_To do_
Using the listing below, set down exactly the lines starting at the line that contains "position:absolute; left:835px; top:112px;" and ending at the line that contains "position:absolute; width:12px; height:24px;", both included, and no others.

_The data_
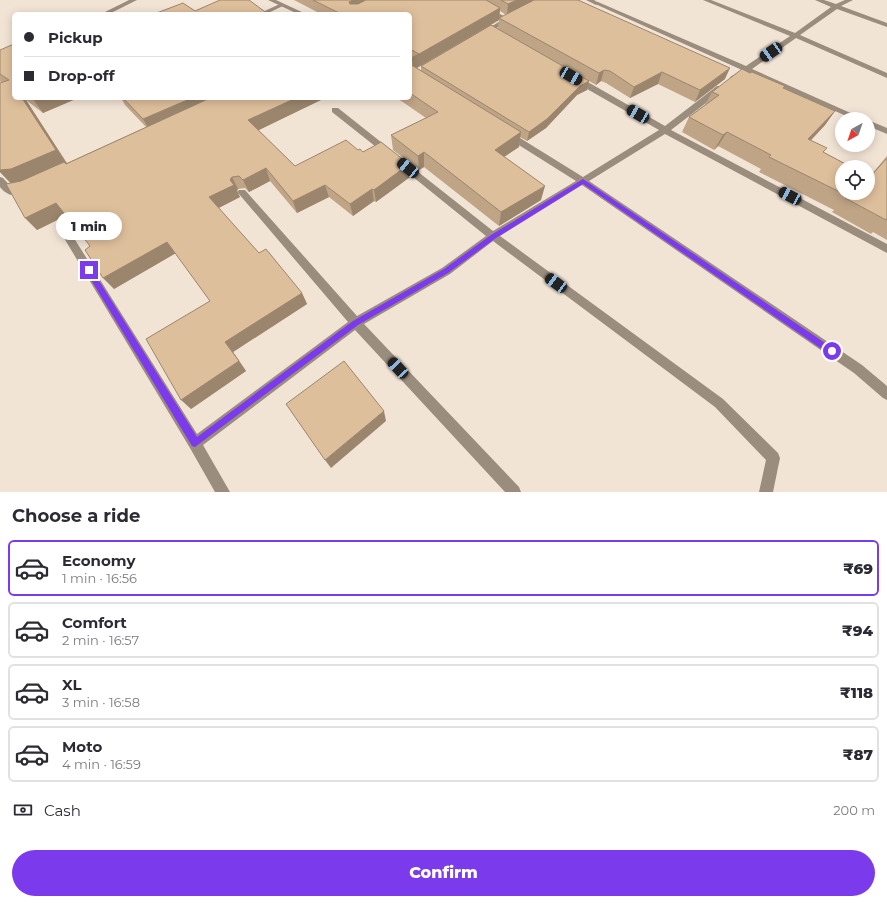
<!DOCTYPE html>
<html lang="en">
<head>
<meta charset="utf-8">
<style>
  :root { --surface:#fff; --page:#f7f7f7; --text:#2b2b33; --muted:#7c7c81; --line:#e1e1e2; --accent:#7c3aed }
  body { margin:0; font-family:Montserrat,sans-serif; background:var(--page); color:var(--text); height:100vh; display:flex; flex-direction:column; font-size:15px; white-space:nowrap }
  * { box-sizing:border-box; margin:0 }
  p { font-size:13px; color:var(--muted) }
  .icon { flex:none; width:22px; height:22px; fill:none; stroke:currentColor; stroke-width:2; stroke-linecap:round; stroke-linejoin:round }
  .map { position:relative; height:492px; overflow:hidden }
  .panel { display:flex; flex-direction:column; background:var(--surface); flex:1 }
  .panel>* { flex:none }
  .top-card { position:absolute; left:12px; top:12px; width:400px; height:88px; border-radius:6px; box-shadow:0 2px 10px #0003; display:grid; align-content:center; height:88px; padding:0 12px; background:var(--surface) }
  .needle { width:26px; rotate:220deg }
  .controls { position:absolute; left:835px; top:112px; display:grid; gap:8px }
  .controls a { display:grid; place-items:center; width:40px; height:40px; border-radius:50%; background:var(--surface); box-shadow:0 2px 10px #0003; font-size:20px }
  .end { position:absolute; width:18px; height:18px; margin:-9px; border:5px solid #7c3aed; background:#fff; box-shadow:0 0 0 2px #fff }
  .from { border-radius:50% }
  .bubble { position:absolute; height:28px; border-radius:14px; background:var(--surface); box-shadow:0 2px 10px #0003; font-size:13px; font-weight:800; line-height:28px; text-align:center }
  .car { position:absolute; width:12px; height:24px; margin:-12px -6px; border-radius:5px; box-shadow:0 0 3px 1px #0007; background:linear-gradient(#222 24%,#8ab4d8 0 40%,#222 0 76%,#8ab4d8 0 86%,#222 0) }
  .top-card b { display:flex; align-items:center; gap:14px; height:38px; font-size:15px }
  .top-card b+b { border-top:1px solid var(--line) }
  .top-card i { width:10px; height:10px; background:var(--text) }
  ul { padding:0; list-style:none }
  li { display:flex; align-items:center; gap:12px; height:56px; margin:0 8px 6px; padding:0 4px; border:2px solid var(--line); border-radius:6px }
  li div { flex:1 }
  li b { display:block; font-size:15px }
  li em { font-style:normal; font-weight:800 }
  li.on { border-color:var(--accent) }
  li>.icon { width:36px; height:36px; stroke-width:1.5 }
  h2 { padding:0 12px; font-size:18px; line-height:48px }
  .pay { display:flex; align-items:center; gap:10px; height:44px; padding:0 12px; font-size:15px }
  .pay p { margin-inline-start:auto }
  .primary-button { display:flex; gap:8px; margin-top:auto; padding:8px 12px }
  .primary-button a { flex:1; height:46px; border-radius:24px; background:var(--accent); color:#fff; font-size:16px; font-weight:800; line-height:46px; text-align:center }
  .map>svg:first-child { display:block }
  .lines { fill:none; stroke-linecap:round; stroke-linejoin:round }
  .lane { fill:#9a8d7e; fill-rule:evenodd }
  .street { fill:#9a8d7e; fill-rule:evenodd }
  .wall { fill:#bfa486; fill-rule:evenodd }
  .shaded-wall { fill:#9b866d }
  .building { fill:#debf9c; stroke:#9b866d }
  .route { fill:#7c3aed }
</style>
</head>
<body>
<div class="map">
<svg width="887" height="492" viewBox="0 0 887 492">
  <rect width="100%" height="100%" fill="#f2e4d5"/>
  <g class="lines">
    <path class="lane" d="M586 0H594L599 3 596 5Z
      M280 4 285 5 266 14H258Z"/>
    <path class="street" d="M129 0H137L109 14H101Z
      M268 0H276L306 14H298Z
      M470 0H477L510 20 495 29 499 33 494 34 487 29 502 20Z
      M703 0H711L795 33 831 7 815 0H824L836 4 845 0H853L841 6 887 23V27L837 9 800 35 887 73V78L796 38 752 69 864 119H853L747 72 736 81H730V77L742 70 593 3 598 2 746 66 790 36Z
      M573 77H579L665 126 717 86H723V90L671 130 887 244V253L665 134 589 181 862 365 887 386V400L883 398 854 373 582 185 500 236 723 399 778 453 780 458 773 492H759L766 460 715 407 493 241 450 274 364 324 519 487 521 492H505L355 330 203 445 230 492H215L190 448 61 233 59 230 61 227H67L197 434 348 322 239 194 237 192 239 190H245L357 316 442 268 486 236 397 164 396 162 397 160H403L493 231 576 181 506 137 505 135 506 133H512L583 177 659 130 573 81Z
      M332 108H338L391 150 392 152 391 154H385L332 112Z
      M868 120 887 128V134L868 126Z
      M0 177 3 178 13 189 26 190 28 192 26 194C15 197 7 196 0 187Z"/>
  </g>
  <path class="wall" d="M294 0H578L725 79 695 102 658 84 630 98 606 83 601 81 596 85 589 81 587 90 577 95 546 128 527 141 520 137 519 147 504 157 541 200 499 226 424 167 419 170 393 150 391 135 426 118 397 98H410V64L411 65V61H410V14H321ZM500 11 506 15 499 18ZM499 20 498 29 491 25ZM421 66V71L417 68Z
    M0 50 14 98H78L43 113 26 100 67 163 146 127 125 105 121 98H325L258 130 295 166 358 150 409 164 410 177 376 202 374 201 353 216 329 197 297 213 270 181 249 192 245 188 238 189 237 191 240 197 218 208 259 253 302 293 307 304 233 352 246 371 191 409 210 301 176 253 114 289 90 246 66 216 37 230 10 183 0 172V83H2L0 81Z
    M785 86 784 88 835 111 825 125 811 140 823 152 870 176 887 156V240L873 232 871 234 832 212 834 210 759 172 761 169 718 146 714 150 682 132 689 117 705 105 712 92Z"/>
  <path class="shaded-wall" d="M353 0H372L351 14 349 2Z
    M517 0H539L507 15 508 4Z
    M500 8 499 20 413 70 412 58Z
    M730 68 725 79 695 102 700 90Z
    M604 70 601 81 596 85 599 73Z
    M662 72 658 84 630 98 634 87Z
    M589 81 587 90 577 95 546 128 527 141 529 132 580 86Z
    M22 98H25L26 100 69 167 15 187 0 172V170Z
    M32 98H78L43 113Z
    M192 98H226L150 131 143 119Z
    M296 98H325L253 133 248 120Z
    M835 111 825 125 798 154 808 139Z
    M521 132 519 147 493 164 495 150Z
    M727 132 718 146 714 150 723 135Z
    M424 152V167L419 170 418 156Z
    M409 164 410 177 376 202 374 190Z
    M266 168 270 181 249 192 243 180Z
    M232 177 238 189 237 191 240 197 215 210 209 197 230 180Z
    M325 185 329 197 297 213 293 201Z
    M545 186 541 200 499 226 501 212Z
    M372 189 374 201 353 216 350 204Z
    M56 203 67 215 37 230 25 218Z
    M167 242 176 253 114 289 103 278Z
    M302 293 307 304 233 352 246 371 191 409 181 400 225 342Z
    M384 411 386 421 331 468 325 460Z"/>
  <path class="building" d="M220 0H249L268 14H154L183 3 195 11Z
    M313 0H353L349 2 350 4H358L366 0H486L500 8 412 58H411L419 54 410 49V14H341Z
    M501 0H517L508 4Z
    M534 0H578L730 68 700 90 662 72 634 87 610 71 604 70 599 73 499 18Z
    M491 25 589 81 580 86 547 119 529 132 421 66Z
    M14 44V84H13L14 85V98H22L56 150 11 169 0 170V83L9 80 0 74V50Z
    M410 64 521 132 495 150 545 186 501 212 424 152 418 156 391 135 438 112 410 93Z
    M742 69 750 73 752 72 785 86 783 88 835 111 808 139 827 148 823 152 851 167H842V193L769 157 771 155 727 132 723 135 689 117 719 95 712 92Z
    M123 98H192L143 119Z
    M210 98H296L248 120 295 166 346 140 358 150 360 149 363 152 381 142 409 164 374 190 372 189 350 204 325 185 293 201 266 168 243 180 239 176 232 177 230 180 234 185 209 197 259 253 266 249 302 293 225 342 239 361 181 400 146 339 210 301 167 242 103 278 85 250 90 246 56 203 25 218 6 184 21 181 64 162 66 164Z
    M887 158V218L886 220 845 198 847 195 842 193H868V176L870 177Z
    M344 361 384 411 325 460 286 404Z"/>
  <path class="route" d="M583 179 834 349V354H829L583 184 496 238 448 273 358 325 195 447 192 446 85 270 86 268H91L197 437 353 321 444 269 491 235Z"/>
</svg>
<div class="controls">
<a><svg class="needle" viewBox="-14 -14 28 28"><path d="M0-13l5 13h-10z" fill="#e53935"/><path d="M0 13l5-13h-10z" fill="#7c7c81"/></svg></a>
<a><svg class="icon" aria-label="locate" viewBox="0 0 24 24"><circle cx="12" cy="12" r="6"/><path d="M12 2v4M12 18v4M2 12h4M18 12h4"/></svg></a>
</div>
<i class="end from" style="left:832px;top:351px"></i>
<i class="end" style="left:89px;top:270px"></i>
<div class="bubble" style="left:56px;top:212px;width:66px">1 min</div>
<i class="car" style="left:771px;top:52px;rotate:236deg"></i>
<i class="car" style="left:571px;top:76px;rotate:120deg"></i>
<i class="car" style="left:638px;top:114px;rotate:300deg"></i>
<i class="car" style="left:408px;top:168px;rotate:309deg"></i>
<i class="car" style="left:790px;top:196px;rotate:298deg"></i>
<i class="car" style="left:556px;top:283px;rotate:306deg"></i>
<i class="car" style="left:398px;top:368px;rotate:317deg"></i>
<div class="top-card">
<b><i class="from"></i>Pickup</b>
<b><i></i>Drop-off</b>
</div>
</div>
<section class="panel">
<h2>Choose a ride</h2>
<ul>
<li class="on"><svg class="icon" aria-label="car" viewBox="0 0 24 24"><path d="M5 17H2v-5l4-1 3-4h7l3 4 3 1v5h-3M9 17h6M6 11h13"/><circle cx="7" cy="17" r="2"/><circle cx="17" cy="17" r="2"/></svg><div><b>Economy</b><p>1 min · 16:56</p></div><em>₹69</em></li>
<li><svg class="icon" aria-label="car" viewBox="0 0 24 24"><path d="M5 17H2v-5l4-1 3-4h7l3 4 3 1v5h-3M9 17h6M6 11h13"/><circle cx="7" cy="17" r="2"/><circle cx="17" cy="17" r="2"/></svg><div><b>Comfort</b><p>2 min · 16:57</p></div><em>₹94</em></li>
<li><svg class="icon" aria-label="car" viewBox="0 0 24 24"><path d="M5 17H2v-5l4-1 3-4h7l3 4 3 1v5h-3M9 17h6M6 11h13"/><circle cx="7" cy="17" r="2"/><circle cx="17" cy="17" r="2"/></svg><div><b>XL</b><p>3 min · 16:58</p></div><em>₹118</em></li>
<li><svg class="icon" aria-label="car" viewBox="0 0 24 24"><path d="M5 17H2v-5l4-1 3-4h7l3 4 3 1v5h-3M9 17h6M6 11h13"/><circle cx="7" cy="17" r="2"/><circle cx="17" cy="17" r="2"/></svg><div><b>Moto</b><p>4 min · 16:59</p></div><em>₹87</em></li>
</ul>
<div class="pay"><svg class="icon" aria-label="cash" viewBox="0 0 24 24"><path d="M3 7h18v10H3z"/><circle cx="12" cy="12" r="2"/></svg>Cash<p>200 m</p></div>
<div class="primary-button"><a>Confirm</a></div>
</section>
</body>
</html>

_Answer for this exercise_
  .controls { position:absolute; left:835px; top:112px; display:grid; gap:8px }
  .controls a { display:grid; place-items:center; width:40px; height:40px; border-radius:50%; background:var(--surface); box-shadow:0 2px 10px #0003; font-size:20px }
  .end { position:absolute; width:18px; height:18px; margin:-9px; border:5px solid #7c3aed; background:#fff; box-shadow:0 0 0 2px #fff }
  .from { border-radius:50% }
  .bubble { position:absolute; height:28px; border-radius:14px; background:var(--surface); box-shadow:0 2px 10px #0003; font-size:13px; font-weight:800; line-height:28px; text-align:center }
  .car { position:absolute; width:12px; height:24px; margin:-12px -6px; border-radius:5px; box-shadow:0 0 3px 1px #0007; background:linear-gradient(#222 24%,#8ab4d8 0 40%,#222 0 76%,#8ab4d8 0 86%,#222 0) }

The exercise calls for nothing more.